Aim of the task –
Only the lines below from the one containing "Give me a JSON" to the one containing "Dump the readable" should be repeated, both included and unchanged.

Records to process –
▼▼▼

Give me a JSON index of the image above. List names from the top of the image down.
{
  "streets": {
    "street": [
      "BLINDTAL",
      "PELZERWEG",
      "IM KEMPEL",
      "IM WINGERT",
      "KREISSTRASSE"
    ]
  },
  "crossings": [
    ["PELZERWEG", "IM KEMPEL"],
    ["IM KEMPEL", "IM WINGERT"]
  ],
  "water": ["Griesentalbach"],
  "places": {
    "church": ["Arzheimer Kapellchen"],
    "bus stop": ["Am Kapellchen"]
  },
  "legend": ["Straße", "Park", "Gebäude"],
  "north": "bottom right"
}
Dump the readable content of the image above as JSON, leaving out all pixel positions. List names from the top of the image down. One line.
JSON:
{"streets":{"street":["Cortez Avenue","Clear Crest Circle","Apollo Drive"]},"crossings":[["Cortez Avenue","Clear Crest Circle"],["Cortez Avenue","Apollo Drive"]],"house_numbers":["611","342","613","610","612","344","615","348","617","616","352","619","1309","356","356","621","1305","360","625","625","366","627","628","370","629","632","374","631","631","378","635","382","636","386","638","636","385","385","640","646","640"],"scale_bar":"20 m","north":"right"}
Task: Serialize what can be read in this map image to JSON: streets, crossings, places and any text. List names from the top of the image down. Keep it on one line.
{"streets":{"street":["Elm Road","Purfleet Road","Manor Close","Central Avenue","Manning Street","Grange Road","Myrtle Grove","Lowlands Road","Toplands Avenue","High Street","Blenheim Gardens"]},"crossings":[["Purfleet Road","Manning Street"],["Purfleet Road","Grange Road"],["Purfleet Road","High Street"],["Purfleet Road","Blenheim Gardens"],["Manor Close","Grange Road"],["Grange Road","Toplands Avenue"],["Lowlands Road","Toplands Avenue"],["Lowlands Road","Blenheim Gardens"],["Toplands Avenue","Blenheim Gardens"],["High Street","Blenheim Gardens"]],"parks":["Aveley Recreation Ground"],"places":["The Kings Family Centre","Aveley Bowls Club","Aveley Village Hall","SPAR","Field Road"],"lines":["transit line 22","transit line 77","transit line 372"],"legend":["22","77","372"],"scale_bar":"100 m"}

▲▲▲
▼▼▼

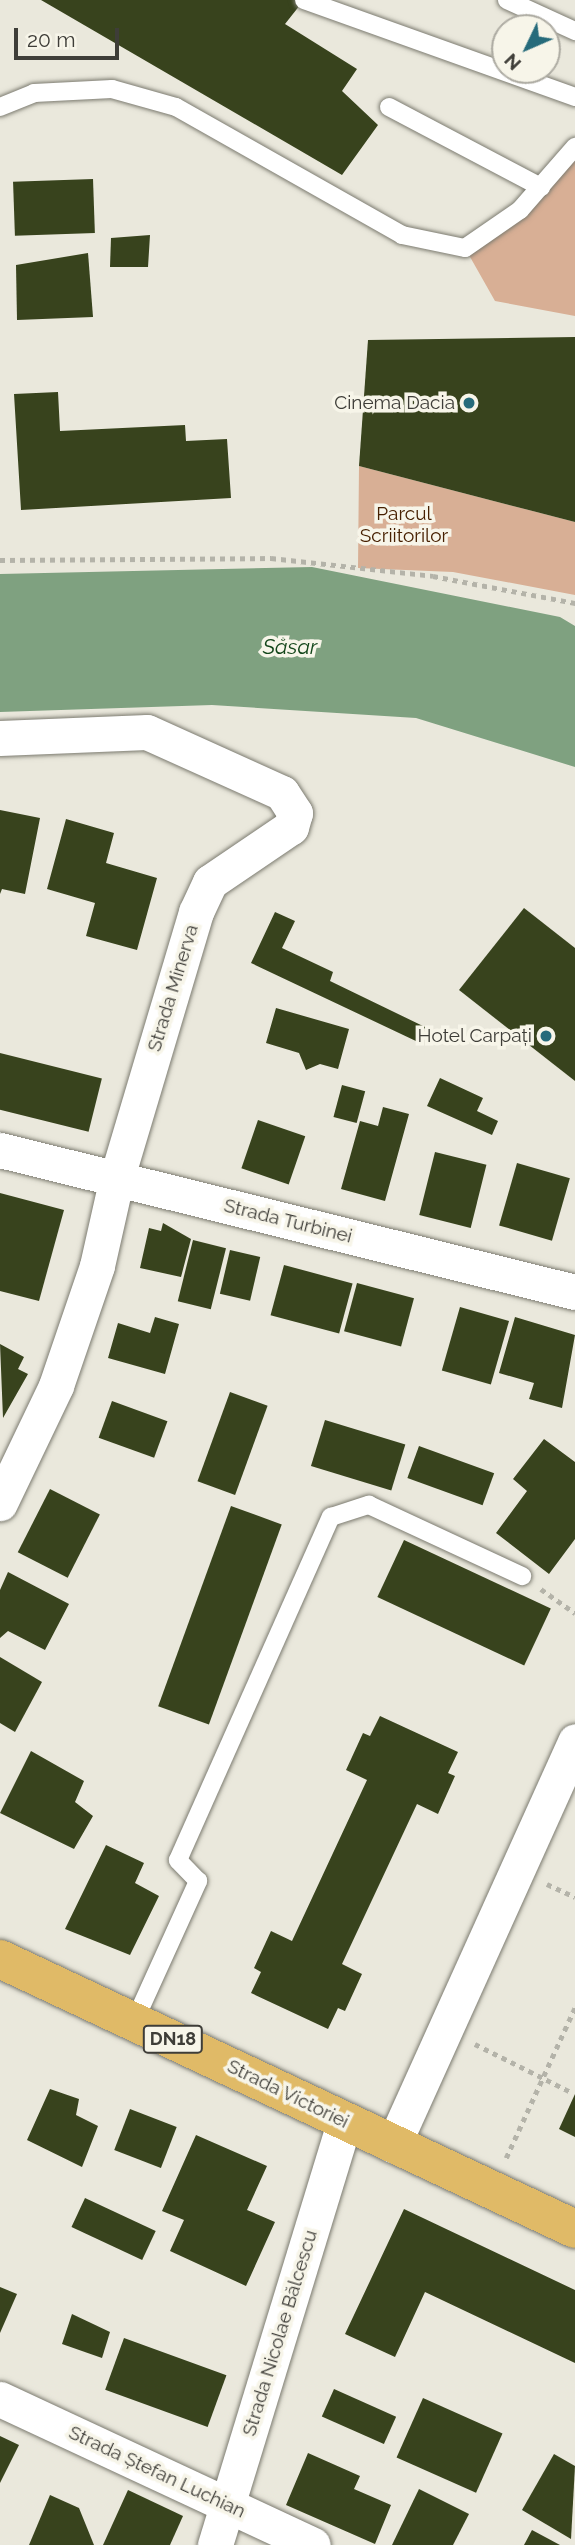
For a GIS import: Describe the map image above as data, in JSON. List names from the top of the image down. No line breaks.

▲▲▲
▼▼▼

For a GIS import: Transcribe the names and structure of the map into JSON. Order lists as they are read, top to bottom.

▲▲▲

Finished exercise –
Give me a JSON index of the image above. List names from the top of the image down.
{
  "streets": {
    "street": [
      "BLINDTAL",
      "PELZERWEG",
      "IM KEMPEL",
      "IM WINGERT",
      "KREISSTRASSE"
    ]
  },
  "crossings": [
    ["PELZERWEG", "IM KEMPEL"],
    ["IM KEMPEL", "IM WINGERT"]
  ],
  "water": ["Griesentalbach"],
  "places": {
    "church": ["Arzheimer Kapellchen"],
    "bus stop": ["Am Kapellchen"]
  },
  "legend": ["Straße", "Park", "Gebäude"],
  "north": "bottom right"
}
Dump the readable content of the image above as JSON, leaving out all pixel positions. List names from the top of the image down. One line.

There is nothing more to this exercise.